大阪を中心とした関西地方で多く見られる「モータープール」。
月極駐車場や時間貸し駐車場を表す言葉ですが、なぜほとんど大阪だけで「モータープール」という言葉が使われているのでしょうか。
では、なぜ大阪を中心とした一部の地域で「モータープール」という言葉が浸透するようになったのでしょうか。
この点については、これまで多くの人々が考察をおこなってきました。
しかし、言葉の成り立ちや移り変わりは、あるはっきりとした時点や場所でおこなわれるものではなく、さまざまな要素が複雑にからみあって起こります。
そのため、「モータープール」の成り立ちについても、あいまいな部分は多いようです。
ただし、1953年に梅田駅前でオープンした第一生命ビルディングには、地下に大阪初となる「モータープール」を備えていることが、当時の新聞で報じられています。
また、1950年に発表された三島由紀夫の小説『愛の渇き』では、現在の阪急うめだ本店付近に「モオタア・プール」があったという描写が見られます。
つまり、少なくとも終戦直後には、大阪で「モータープール」という言葉が用いられていたことがうかがえます。
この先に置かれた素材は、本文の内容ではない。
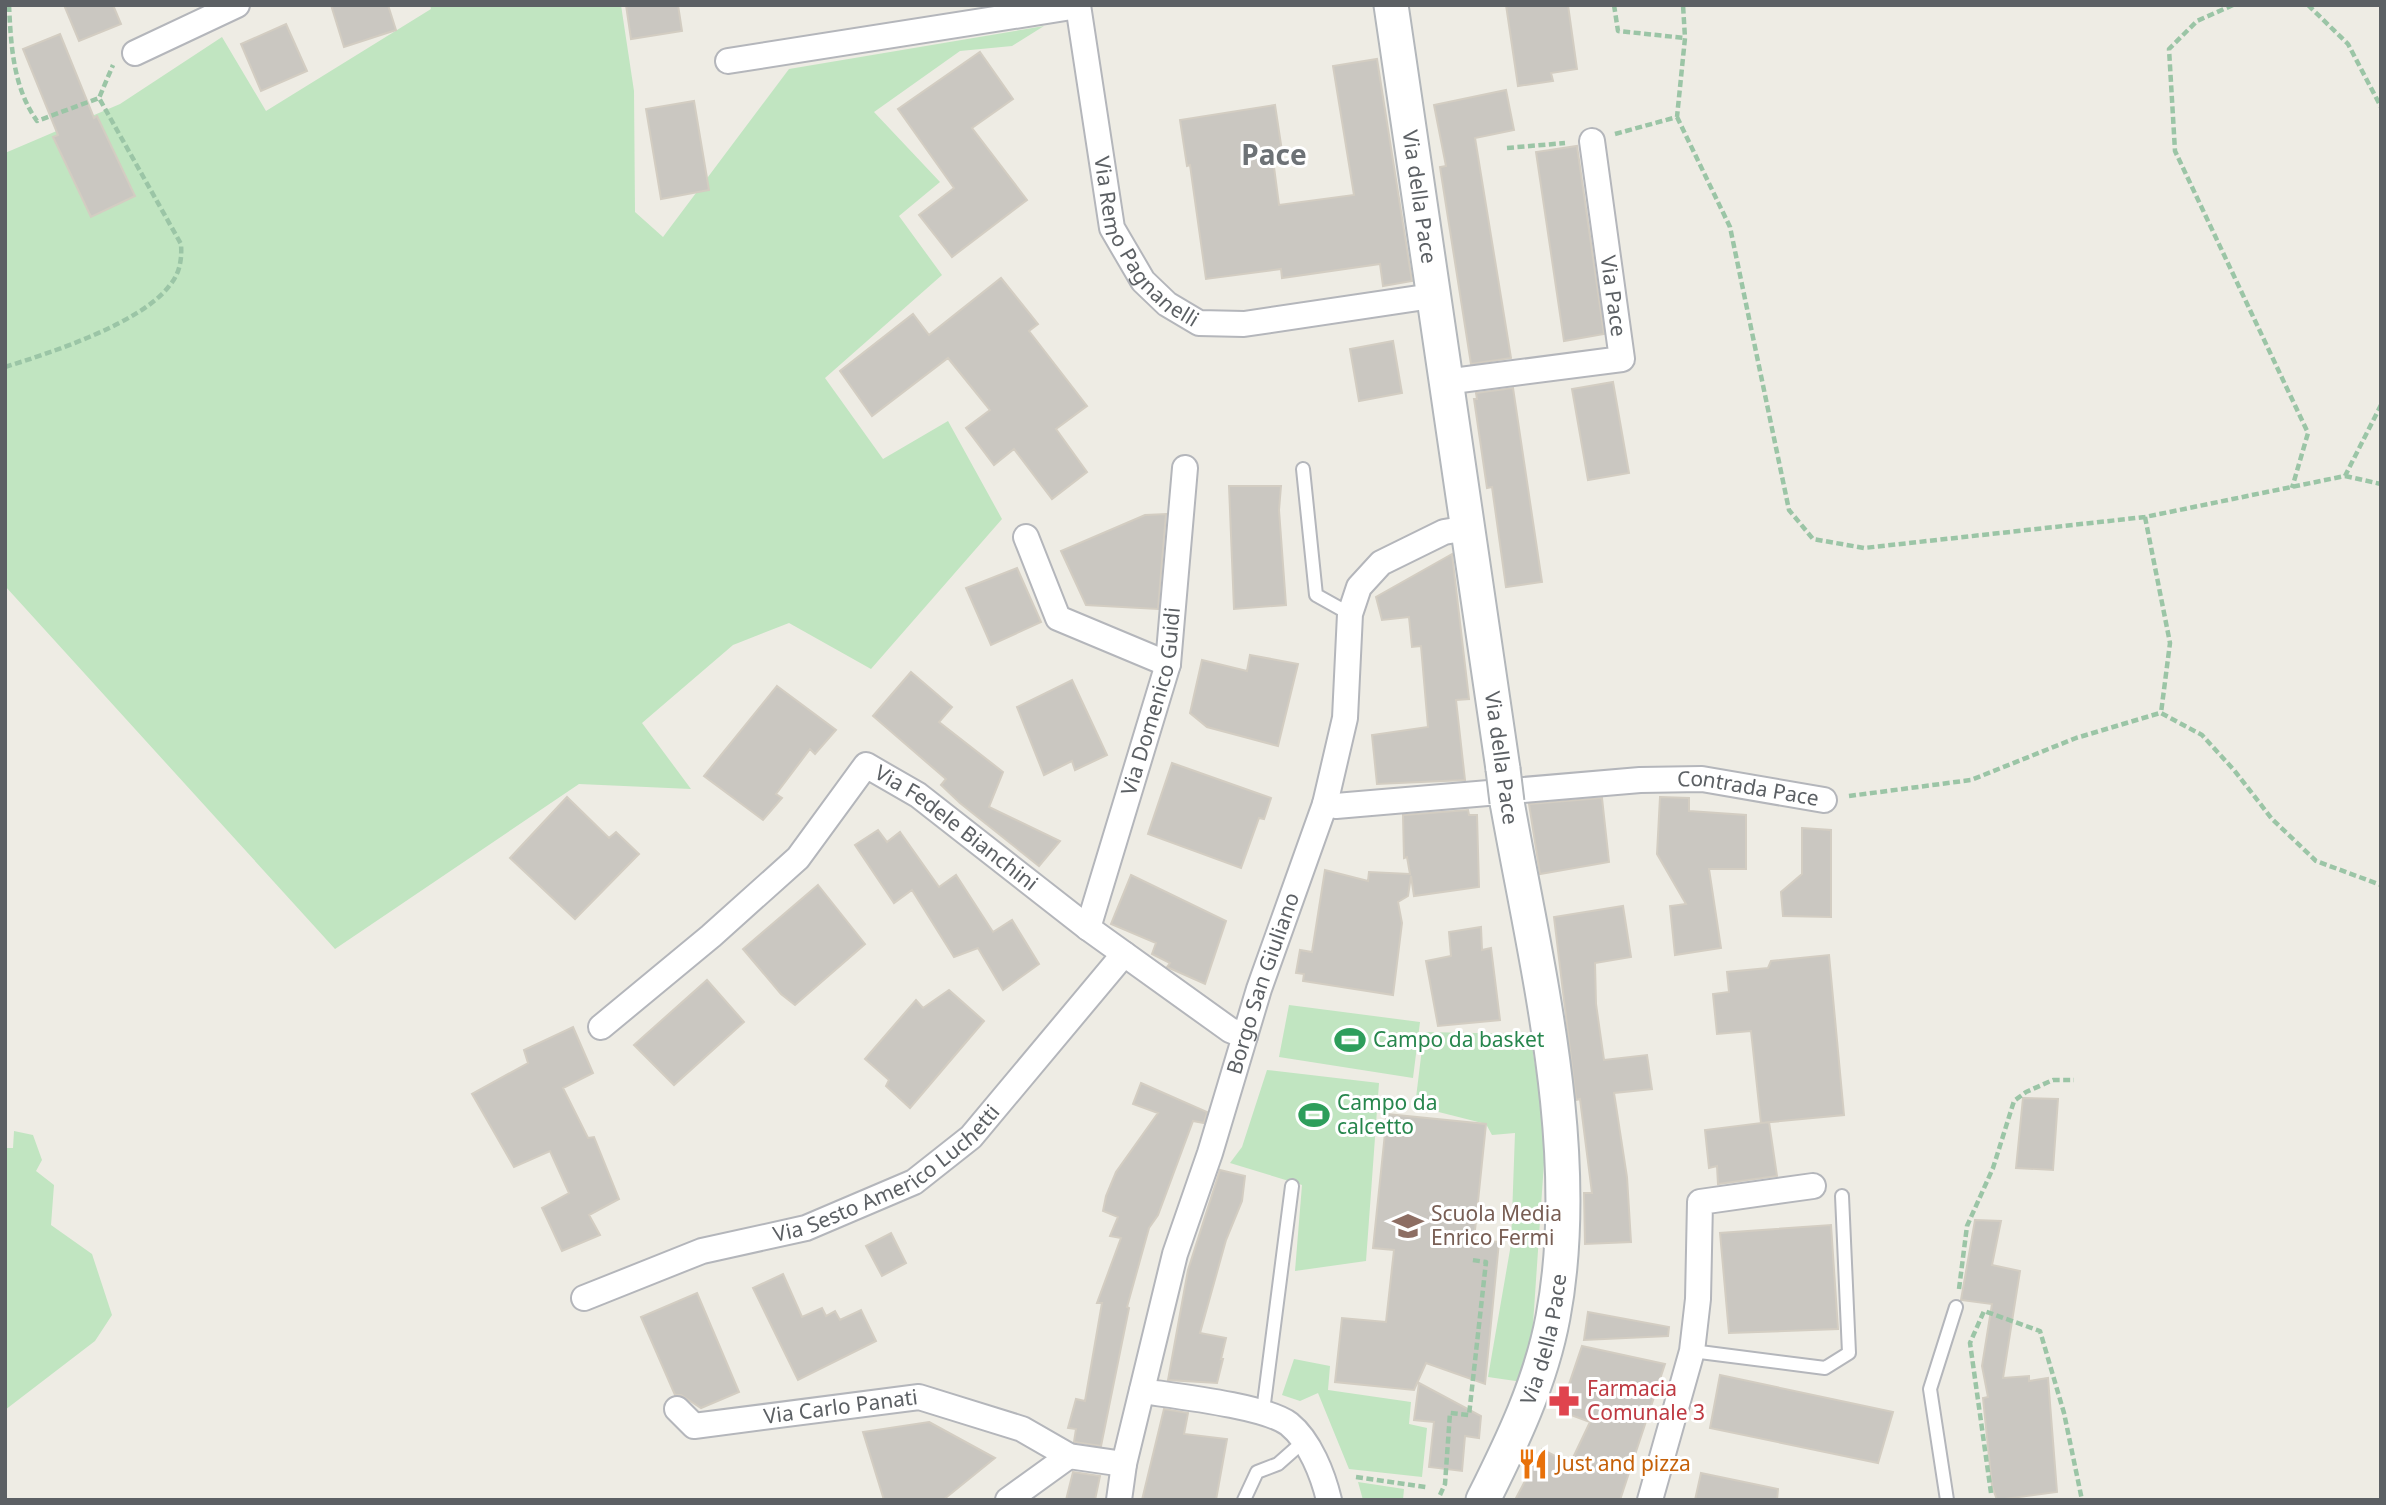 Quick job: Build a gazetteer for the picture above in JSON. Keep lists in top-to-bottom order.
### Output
{
  "streets": {
    "main road": ["Via della Pace"],
    "street": [
      "Via Remo Pagnanelli",
      "Via Pace",
      "Via Domenico Guidi",
      "Contrada Pace",
      "Via Fedele Bianchini",
      "Borgo San Giuliano",
      "Via Sesto Americo Luchetti",
      "Via Carlo Panati"
    ]
  },
  "crossings": [
    ["Via della Pace", "Via Remo Pagnanelli"],
    ["Via della Pace", "Via Pace"],
    ["Via della Pace", "Borgo San Giuliano"],
    ["Via Domenico Guidi", "Via Fedele Bianchini"],
    ["Contrada Pace", "Borgo San Giuliano"],
    ["Via Fedele Bianchini", "Borgo San Giuliano"],
    ["Via Fedele Bianchini", "Via Sesto Americo Luchetti"],
    ["Borgo San Giuliano", "Via Carlo Panati"]
  ],
  "districts": ["Pace"],
  "places": {
    "sports": ["Campo da basket", "Campo da calcetto"],
    "school or university": ["Scuola Media Enrico Fermi"],
    "pharmacy": ["Farmacia Comunale 3"],
    "restaurant": ["Just and pizza"]
  }
} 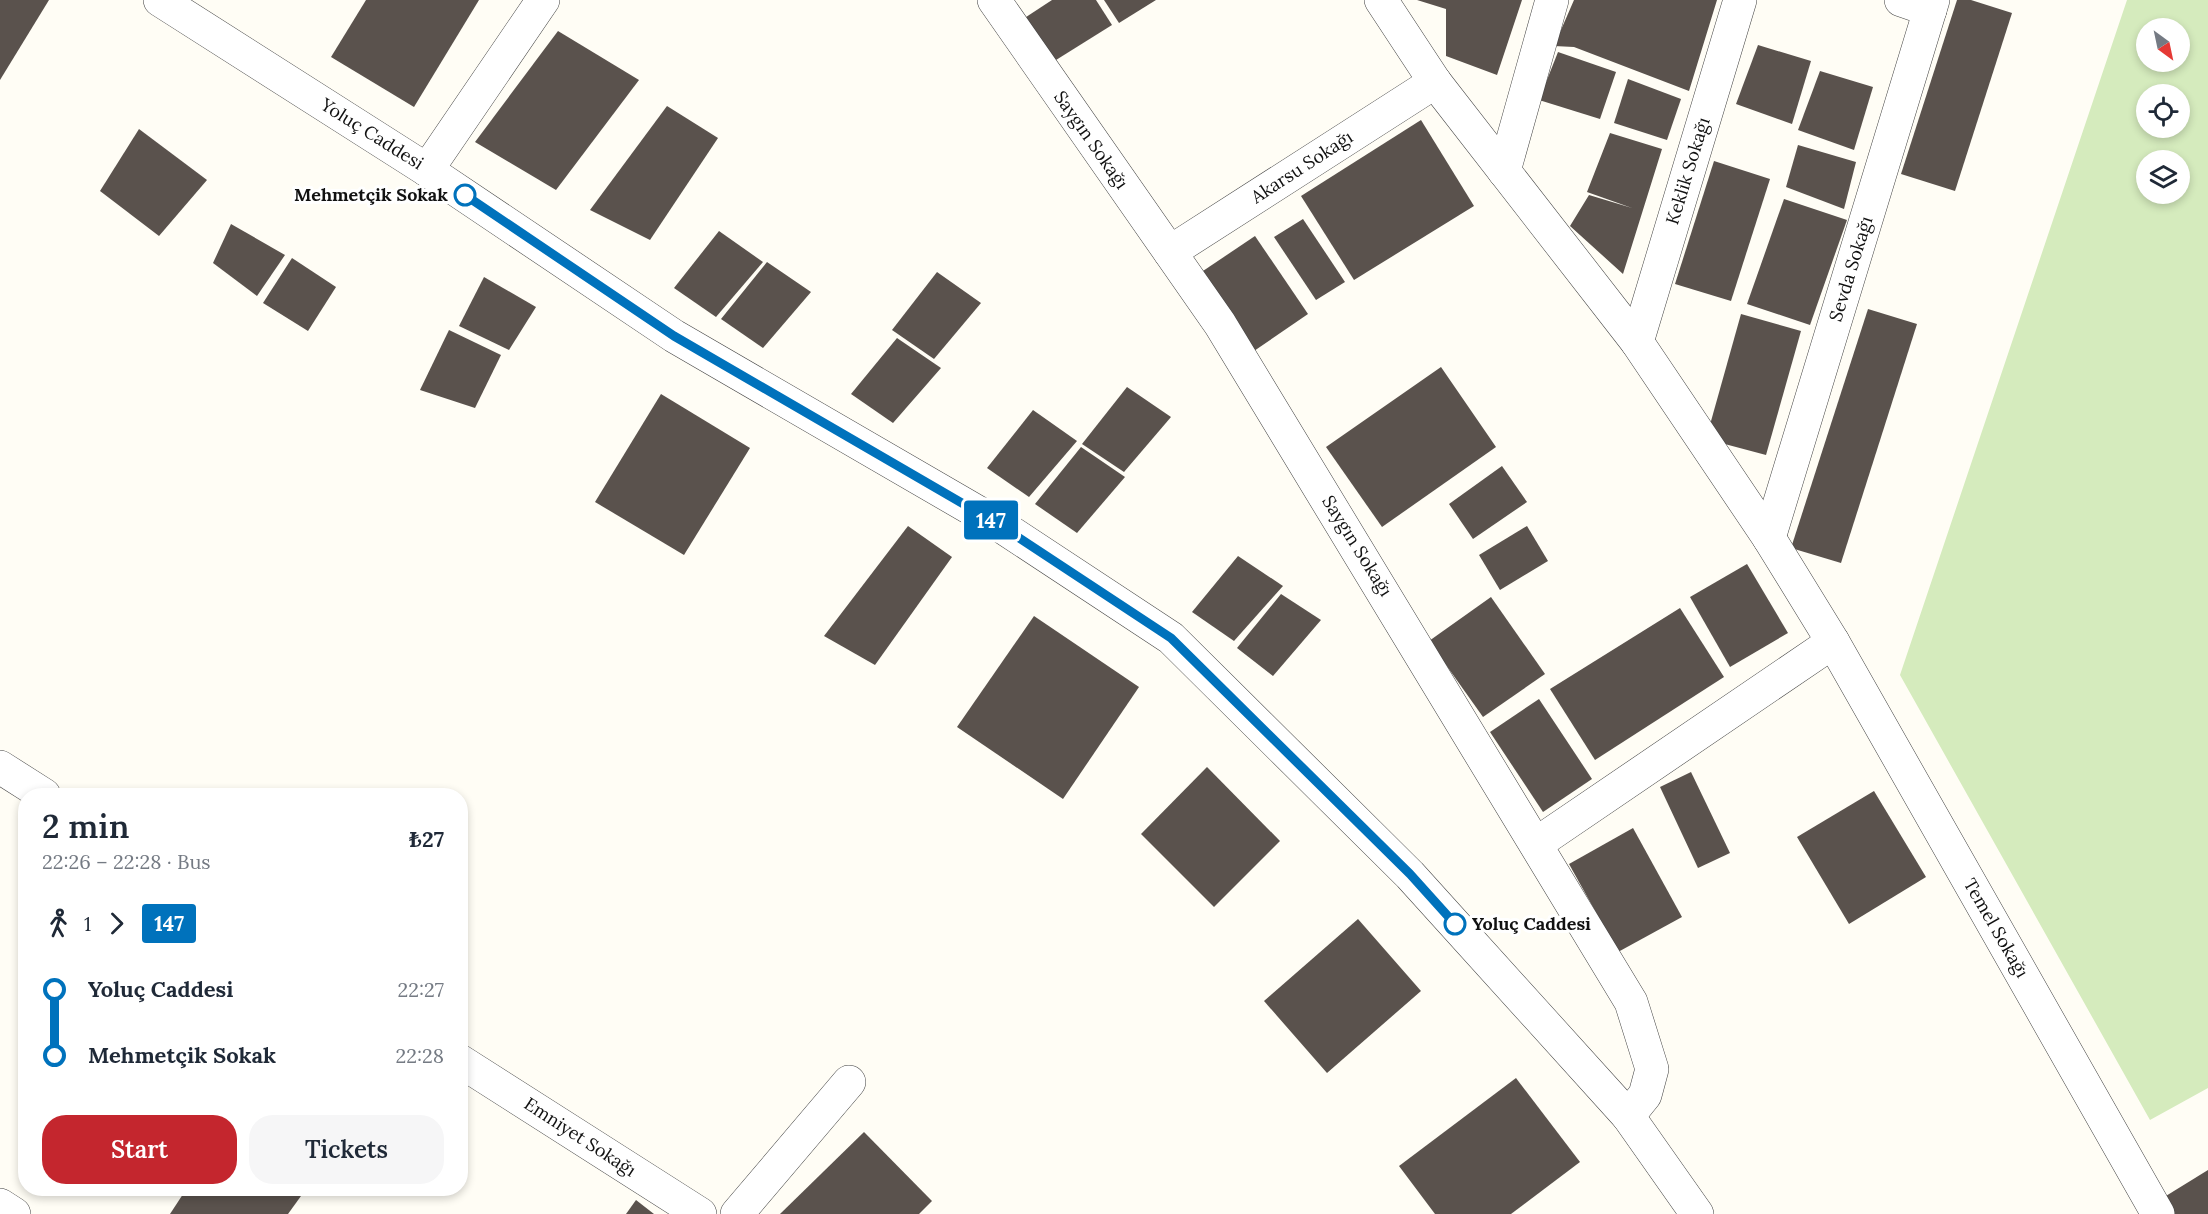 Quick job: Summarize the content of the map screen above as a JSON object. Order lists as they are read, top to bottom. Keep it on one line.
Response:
{"streets":{"street":["Yoluç Caddesi","Saygın Sokağı","Akarsu Sokağı","Keklik Sokağı","Sevda Sokağı","Temel Sokağı","Emniyet Sokağı"]},"crossings":[["Yoluç Caddesi","Saygın Sokağı"],["Saygın Sokağı","Akarsu Sokağı"],["Akarsu Sokağı","Temel Sokağı"],["Keklik Sokağı","Temel Sokağı"],["Sevda Sokağı","Temel Sokağı"]],"places":["Mehmetçik Sokak","Yoluç Caddesi"],"lines":["bus line 147"],"north":"bottom right","page":{"on_map":"147","heading":["2 min","22:26 – 22:28 · Bus","₺27"],"legs":["1","147"],"list":[{"name":"Yoluç Caddesi","value":"22:27"},{"name":"Mehmetçik Sokak","value":"22:28"}],"buttons":["Start","Tickets"]}}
一方、同時期の小説家である宮地嘉六が1952年に発表した『老残』には次のような一文が見られます。
「一方はモータープールの金網の塀(へい)が続いていて、その二間幅ほどの通路を進駐軍将兵がひつきりなしに往来している所なのである」
ここで注目すべきは、この小説の舞台は戦後間もない東京であるという点です。また、作者の宮地嘉六も関西出身であったり、関西に居住歴があったりすることはありません。
つまり、「モータープール」は、大阪や関西地方で生まれた言葉ではないことがわかります。
英語の「motor pool」は、軍事機関などにおいて軍用車両や関係車両を一時的に留め置いておく場所を意味します。
では、なぜ大阪を中心とした一部の地域だけで「モータープール」という言葉が生き残ったのでしょうか。
この点についても諸説ありますが、東京で「モータープール」という言葉が廃れていったのには、進駐軍をイメージする言葉が敬遠される傾向が強かったことと関係しているようです。
それまで「敵国語」であった英語を積極的に使うことがためらわれるのは、多くの人が共感するところです。
そのため、その後モータリゼーションが発達した後も「駐車場」という漢語表現が一般的に用いられるようになったようです。
そのほか、東京では進駐軍による「motor pool」が、占領統治の終了後比較的早い段階で撤去されたことなども、「モータープール」が定着しなかった一因のようです。